Exercise aim: Examine the records and identify each line that includes the string "Parc". Copy those lines.

☆ ☆ ☆ ☆ ☆

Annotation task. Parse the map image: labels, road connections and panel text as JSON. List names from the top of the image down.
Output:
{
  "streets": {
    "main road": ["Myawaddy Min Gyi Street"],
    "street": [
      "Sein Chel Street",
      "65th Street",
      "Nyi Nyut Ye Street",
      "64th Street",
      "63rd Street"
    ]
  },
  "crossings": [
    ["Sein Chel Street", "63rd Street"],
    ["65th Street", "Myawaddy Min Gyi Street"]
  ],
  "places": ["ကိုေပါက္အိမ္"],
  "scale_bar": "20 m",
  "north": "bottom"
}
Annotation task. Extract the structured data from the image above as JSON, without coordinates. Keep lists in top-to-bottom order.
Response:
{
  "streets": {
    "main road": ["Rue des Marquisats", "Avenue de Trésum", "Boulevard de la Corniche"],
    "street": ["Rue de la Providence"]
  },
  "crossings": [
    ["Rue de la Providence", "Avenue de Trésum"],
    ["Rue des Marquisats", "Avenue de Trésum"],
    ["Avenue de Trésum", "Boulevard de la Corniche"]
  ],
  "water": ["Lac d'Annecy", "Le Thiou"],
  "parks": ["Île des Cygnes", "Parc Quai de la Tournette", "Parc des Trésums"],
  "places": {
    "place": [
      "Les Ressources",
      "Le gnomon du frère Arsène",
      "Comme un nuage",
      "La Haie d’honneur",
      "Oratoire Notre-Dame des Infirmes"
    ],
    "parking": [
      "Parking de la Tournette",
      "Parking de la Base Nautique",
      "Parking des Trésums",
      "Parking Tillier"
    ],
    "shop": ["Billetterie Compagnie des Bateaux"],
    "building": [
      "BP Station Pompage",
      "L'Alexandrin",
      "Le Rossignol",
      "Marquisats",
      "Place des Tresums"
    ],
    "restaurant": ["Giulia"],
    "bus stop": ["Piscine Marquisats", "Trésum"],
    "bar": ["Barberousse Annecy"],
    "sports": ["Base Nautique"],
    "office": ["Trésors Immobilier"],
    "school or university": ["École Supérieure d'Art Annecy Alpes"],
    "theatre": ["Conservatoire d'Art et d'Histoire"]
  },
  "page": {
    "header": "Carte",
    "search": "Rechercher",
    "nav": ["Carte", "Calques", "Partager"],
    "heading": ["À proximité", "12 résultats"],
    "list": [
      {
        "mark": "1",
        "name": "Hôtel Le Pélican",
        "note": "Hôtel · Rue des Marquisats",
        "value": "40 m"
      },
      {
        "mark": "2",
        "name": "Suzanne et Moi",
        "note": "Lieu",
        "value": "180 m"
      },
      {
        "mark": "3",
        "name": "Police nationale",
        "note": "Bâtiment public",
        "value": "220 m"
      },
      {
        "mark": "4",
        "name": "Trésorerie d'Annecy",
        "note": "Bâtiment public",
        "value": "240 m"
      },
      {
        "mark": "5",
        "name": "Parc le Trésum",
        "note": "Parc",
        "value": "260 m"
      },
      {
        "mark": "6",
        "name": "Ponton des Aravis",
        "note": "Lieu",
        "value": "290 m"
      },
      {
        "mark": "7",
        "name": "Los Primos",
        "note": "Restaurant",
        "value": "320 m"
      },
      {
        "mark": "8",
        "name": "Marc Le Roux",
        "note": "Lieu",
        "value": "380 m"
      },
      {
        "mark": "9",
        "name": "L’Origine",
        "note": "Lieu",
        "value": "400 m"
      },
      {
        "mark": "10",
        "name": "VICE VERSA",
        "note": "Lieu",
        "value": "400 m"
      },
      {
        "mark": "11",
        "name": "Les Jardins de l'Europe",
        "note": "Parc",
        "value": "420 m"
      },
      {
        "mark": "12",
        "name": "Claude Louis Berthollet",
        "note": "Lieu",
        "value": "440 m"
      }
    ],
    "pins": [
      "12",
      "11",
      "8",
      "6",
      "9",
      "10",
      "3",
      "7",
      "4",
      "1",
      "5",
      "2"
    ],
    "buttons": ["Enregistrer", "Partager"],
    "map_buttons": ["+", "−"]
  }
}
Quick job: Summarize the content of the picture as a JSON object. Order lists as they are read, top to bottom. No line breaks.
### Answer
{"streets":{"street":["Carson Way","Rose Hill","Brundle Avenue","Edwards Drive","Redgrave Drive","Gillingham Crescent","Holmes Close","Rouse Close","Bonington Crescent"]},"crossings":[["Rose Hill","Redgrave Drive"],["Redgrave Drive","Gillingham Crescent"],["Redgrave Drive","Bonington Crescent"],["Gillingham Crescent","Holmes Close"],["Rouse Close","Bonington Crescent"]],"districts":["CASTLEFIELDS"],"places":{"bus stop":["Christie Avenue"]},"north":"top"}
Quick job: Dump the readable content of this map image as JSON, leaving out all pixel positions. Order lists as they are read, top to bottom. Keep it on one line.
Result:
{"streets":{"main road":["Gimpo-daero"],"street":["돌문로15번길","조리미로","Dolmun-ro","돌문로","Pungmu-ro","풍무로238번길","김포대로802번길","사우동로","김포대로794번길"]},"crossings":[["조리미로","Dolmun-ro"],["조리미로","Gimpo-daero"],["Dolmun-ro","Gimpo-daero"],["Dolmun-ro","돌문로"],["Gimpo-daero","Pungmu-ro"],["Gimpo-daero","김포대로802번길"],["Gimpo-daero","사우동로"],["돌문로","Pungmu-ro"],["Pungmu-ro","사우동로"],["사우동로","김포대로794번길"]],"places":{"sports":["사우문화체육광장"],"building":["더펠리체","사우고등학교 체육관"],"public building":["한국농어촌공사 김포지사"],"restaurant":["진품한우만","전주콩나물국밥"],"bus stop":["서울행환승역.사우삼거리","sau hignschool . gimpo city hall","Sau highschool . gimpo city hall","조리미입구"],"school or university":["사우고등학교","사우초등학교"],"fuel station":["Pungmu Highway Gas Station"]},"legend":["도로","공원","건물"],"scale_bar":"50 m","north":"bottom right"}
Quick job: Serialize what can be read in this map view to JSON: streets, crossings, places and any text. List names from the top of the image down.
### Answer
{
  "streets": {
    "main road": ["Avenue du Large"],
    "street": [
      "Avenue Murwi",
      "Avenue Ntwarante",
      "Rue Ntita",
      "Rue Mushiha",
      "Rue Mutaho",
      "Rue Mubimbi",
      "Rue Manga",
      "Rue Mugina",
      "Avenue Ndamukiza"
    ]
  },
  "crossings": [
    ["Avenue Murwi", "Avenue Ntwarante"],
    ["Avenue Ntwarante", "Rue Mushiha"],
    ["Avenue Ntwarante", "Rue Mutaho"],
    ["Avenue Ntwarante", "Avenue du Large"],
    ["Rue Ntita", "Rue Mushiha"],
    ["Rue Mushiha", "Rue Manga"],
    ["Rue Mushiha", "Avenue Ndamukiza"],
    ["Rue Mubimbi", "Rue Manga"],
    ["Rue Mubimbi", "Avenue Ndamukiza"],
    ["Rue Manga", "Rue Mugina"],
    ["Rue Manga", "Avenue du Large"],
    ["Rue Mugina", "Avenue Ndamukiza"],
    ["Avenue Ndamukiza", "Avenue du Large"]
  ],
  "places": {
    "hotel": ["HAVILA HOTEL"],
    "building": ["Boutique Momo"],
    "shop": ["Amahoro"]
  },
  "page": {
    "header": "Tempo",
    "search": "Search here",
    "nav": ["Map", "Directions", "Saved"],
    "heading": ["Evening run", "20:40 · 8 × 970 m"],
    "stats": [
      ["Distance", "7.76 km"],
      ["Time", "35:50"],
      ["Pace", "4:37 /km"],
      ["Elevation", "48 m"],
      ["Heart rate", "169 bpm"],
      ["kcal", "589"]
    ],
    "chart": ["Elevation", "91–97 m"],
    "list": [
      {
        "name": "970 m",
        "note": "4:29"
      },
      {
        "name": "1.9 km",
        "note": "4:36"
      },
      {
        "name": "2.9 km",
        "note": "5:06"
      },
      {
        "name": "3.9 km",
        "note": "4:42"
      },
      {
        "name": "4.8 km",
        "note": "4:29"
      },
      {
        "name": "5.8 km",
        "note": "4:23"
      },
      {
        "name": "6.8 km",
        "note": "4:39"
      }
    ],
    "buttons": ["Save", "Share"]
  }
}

☆ ☆ ☆ ☆ ☆

Completed exercise:
  "parks": ["Île des Cygnes", "Parc Quai de la Tournette", "Parc des Trésums"],
        "name": "Parc le Trésum",
        "note": "Parc",
        "note": "Parc",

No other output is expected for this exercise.